Adjustment for baseline differences in allocation - there may be differences in the groups in important subject characteristics that are merely a result of randomization. Authors should acknowledge these and ensure that the results take these into account - possibly by regression analysis or other multivariable analysis.
GRADE Method
GRADE is an internationally-adopted framework for assessing a body of evidence (multiple studies) that inform a guideline recommendation. See more about grading evidence.
Steps of critical appraisal of a therapy study
What is the study design?
Randomized controlled trial --> starts as High Quality evidence
Cohort or case-control studies--> starts as Low Quality evidence
Certain characteristics of the study may change the quality assessment
Characteristics that INCREASE quality:
Large Magnitude of Results
relative risk, odds ratio, relative risk reduction, absolute risk reduction or number needed to treat.
Dose-response gradient
the more of an intervention, the more of an effect
An effect was seen despite the plausible biases that would otherwise REDUCE the treatment effect
if it's a study about a drug that reduces heart disease, and there were more smokers in the group that got the drug, we would expect that group to do worse...but if they do better (assuming all else is equal), then the drug must be pretty good indeed!
Characteristics that DECREASE quality
Study limitations
lack of allocation concealment
lack of blinding – especially if the outcomes are subjective (a complex diagnosis or a subjective amount of improvement)
large losses to follow-up (less than 5% loss is OK, between 5 and 20% is questionable, greater than 20% loss is a fatal flaw)

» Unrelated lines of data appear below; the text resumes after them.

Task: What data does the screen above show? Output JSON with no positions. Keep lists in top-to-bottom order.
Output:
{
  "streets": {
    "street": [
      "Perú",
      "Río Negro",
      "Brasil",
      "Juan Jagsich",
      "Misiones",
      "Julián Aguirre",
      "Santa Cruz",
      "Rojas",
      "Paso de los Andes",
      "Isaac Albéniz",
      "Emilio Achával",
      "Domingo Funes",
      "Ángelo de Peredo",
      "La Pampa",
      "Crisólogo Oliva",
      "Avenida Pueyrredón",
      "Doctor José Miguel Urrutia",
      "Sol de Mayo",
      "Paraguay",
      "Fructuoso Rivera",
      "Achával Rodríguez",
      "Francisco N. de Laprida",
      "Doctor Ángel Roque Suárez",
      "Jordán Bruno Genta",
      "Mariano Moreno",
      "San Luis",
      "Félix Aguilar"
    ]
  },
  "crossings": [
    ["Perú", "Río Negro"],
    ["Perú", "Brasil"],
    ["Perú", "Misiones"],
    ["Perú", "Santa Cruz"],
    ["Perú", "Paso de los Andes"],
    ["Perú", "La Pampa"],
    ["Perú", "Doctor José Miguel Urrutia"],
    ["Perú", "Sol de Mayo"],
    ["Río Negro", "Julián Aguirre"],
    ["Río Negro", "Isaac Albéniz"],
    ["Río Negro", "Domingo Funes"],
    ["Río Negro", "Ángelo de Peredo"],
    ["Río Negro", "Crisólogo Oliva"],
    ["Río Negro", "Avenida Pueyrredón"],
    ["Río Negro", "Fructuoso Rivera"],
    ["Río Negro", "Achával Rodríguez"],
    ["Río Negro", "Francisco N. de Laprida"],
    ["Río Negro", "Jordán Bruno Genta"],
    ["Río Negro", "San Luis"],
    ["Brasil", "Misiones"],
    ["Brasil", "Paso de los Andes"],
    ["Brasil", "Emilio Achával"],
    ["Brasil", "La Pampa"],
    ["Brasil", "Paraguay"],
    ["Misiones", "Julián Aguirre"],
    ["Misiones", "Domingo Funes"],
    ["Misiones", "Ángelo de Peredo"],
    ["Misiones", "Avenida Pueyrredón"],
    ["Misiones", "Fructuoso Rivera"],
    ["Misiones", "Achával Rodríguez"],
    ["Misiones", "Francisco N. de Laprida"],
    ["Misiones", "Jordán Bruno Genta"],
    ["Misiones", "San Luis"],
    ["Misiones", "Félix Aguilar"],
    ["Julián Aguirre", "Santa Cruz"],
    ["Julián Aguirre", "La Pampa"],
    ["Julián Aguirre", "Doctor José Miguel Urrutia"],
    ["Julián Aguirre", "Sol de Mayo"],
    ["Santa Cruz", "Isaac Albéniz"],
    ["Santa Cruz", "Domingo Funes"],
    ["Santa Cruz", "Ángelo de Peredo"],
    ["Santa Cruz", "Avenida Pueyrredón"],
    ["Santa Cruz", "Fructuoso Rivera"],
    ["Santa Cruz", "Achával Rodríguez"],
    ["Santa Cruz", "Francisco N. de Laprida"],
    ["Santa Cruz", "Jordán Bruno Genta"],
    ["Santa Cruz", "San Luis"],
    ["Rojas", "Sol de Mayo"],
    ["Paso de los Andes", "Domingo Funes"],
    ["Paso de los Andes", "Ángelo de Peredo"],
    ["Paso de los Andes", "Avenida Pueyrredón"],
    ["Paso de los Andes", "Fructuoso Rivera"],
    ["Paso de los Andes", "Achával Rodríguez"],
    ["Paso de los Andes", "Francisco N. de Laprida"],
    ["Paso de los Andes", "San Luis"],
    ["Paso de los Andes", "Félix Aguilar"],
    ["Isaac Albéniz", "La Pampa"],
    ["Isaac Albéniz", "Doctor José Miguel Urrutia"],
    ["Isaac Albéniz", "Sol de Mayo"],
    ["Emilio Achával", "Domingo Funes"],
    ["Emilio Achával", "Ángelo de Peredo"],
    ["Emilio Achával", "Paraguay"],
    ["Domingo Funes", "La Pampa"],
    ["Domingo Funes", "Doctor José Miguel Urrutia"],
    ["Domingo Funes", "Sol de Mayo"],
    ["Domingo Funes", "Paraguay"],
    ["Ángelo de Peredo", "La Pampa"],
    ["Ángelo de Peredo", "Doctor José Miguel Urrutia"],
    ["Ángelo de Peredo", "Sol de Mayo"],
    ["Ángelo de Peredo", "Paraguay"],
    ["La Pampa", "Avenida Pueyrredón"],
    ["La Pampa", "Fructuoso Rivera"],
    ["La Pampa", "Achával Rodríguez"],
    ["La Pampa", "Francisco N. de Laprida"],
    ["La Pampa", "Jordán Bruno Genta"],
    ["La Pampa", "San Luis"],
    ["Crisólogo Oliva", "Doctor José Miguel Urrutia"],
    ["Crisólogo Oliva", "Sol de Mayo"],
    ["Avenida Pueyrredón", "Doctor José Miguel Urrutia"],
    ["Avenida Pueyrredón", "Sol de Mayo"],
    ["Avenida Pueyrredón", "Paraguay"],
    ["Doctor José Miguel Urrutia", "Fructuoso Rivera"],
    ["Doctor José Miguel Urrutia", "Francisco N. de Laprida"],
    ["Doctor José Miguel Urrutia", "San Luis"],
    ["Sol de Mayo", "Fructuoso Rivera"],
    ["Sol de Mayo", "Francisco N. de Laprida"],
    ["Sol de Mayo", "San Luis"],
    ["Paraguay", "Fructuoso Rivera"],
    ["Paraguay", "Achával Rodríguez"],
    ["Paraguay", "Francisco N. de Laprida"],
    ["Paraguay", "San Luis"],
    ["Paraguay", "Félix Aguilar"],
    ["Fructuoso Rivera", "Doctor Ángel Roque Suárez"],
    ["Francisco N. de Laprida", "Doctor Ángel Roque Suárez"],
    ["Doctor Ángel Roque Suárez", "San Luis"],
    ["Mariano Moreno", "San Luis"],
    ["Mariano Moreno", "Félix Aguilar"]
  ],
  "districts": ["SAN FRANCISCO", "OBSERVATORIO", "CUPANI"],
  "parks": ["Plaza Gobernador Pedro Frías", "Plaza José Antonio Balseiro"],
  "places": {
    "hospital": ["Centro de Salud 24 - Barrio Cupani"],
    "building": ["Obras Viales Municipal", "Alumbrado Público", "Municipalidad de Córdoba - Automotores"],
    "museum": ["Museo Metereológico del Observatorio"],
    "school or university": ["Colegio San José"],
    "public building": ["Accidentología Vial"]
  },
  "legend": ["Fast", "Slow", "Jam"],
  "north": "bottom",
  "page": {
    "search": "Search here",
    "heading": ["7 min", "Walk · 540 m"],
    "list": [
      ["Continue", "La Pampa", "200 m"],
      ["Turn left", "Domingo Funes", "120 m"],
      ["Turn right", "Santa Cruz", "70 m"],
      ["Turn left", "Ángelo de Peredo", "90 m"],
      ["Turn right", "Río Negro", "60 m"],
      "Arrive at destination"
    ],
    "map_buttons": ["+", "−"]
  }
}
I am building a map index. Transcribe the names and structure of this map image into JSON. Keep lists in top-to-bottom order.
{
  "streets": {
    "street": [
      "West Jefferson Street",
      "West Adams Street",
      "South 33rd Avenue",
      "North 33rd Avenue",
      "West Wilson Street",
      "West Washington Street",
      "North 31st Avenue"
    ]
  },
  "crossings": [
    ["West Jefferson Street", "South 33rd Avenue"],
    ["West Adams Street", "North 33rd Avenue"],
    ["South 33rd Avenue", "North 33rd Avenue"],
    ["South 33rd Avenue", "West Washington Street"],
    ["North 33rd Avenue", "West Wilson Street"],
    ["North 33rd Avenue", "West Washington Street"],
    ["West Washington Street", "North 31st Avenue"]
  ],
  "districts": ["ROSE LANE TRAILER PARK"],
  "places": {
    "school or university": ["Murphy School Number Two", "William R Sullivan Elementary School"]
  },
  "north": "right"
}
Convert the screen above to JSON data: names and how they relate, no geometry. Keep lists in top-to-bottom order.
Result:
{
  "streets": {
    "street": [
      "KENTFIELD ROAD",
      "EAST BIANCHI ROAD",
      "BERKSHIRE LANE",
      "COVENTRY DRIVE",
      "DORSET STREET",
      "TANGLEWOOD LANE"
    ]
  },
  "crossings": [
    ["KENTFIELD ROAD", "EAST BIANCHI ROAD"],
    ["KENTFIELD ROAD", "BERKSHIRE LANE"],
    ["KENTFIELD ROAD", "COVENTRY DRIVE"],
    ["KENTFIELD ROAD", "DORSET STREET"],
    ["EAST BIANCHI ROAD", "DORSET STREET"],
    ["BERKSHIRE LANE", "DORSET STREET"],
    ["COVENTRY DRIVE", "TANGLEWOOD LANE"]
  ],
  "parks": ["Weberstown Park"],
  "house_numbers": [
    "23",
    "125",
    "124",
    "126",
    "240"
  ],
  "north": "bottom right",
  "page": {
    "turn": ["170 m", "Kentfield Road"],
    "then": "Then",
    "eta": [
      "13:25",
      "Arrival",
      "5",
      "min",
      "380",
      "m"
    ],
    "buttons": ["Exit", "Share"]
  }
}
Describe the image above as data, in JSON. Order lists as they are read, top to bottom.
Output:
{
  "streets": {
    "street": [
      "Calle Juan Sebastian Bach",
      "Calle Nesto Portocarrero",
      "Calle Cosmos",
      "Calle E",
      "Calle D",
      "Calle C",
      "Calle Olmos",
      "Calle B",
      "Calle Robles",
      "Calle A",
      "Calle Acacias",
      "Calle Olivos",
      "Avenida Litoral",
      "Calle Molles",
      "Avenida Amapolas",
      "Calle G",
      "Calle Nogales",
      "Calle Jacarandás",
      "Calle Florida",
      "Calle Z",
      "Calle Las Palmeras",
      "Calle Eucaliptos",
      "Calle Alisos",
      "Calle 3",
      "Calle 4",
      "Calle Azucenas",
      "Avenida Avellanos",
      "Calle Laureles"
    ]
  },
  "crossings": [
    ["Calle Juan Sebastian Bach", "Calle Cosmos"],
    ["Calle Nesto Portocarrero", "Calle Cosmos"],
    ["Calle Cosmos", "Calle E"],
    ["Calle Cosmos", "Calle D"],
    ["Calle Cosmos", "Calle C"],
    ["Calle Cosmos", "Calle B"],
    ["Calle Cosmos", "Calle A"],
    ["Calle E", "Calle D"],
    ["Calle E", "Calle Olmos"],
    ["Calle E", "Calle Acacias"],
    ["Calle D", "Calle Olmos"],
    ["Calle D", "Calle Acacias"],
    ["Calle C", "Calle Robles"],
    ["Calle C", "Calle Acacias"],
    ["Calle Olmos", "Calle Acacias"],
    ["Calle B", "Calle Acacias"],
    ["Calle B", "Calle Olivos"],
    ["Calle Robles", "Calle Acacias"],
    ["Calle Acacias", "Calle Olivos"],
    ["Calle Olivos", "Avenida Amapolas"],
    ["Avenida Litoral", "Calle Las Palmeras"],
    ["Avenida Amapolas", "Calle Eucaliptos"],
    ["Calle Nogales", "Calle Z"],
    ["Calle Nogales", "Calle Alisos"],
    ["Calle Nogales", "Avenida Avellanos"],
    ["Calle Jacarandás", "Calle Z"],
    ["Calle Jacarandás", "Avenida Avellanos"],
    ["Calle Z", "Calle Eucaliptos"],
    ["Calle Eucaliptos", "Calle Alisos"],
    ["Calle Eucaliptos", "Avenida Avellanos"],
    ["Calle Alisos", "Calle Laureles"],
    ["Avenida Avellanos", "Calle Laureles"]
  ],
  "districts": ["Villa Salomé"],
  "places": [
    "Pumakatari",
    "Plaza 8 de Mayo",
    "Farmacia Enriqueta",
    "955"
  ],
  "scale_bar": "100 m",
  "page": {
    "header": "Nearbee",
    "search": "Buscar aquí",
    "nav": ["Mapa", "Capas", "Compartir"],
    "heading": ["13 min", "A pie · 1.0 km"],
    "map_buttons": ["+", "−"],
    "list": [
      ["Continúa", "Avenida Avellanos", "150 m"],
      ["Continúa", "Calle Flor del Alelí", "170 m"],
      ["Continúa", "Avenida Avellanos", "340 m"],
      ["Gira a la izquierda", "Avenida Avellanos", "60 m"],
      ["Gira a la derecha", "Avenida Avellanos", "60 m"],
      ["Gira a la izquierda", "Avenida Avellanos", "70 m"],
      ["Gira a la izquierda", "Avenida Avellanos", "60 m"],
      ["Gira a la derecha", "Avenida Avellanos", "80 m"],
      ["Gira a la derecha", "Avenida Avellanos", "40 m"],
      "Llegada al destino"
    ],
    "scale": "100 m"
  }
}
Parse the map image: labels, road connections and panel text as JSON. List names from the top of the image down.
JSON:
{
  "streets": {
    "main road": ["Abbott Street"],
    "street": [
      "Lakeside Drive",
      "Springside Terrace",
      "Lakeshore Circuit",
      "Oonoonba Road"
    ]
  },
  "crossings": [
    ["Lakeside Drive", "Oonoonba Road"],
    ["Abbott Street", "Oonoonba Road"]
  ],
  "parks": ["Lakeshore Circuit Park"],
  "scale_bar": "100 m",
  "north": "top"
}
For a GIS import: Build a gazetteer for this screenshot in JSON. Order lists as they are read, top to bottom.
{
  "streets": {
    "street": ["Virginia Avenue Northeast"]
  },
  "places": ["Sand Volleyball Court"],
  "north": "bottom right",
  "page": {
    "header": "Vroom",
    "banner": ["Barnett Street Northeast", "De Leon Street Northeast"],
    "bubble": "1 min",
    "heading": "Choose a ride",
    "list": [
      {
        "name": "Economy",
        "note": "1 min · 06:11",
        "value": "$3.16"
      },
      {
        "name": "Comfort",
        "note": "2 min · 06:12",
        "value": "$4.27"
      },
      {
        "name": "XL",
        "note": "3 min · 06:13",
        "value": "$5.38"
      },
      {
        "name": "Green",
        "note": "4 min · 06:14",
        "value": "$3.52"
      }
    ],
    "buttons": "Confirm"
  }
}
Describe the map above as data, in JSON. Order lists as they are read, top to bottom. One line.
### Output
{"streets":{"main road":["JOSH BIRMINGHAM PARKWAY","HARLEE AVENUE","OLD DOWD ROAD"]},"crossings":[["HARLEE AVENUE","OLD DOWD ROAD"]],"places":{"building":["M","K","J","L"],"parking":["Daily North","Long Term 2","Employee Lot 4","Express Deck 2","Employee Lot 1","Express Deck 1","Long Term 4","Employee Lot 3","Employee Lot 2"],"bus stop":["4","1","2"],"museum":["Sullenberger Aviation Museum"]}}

failure to adhere to an intention to treat analysis
stopping early for benefit (you might miss harmful outcomes later)
failure to report outcomes (typically those for which no effect was observed)
Inconsistency of results
compared to other studies you know (or other studies in the set you're evaluating)
Indirectness of evidence
differences in population, intervention, comparator or outcome between your original question and this study
Imprecision
wide confidence intervals (which are usually caused by small study populations)
Reporting bias
publication bias
is it possible that studies that contradict this one have not been published?
is it possible that the authors are not reporting all the outcomes evaluated in the study?
Final Quality Assessment
Decide how many of the additional characteristics above apply and how far the study is "moved" from the baseline assessment. Remember, the more biases present in a study, the more likely further (well-done) research can change the overall results.
High Quality- Further research is very unlikely to change our confidence in the estimate of effect.
Moderate Quality - Further research is likely to have an important impact on our confidence in the estimate of effect and may change the estimate.
Low Quality - Further research is very likely to have an important impact on our confidence in the estimate of effect and is likely to change the estimate.
Very Low Quality - Any estimate of effect is very uncertain.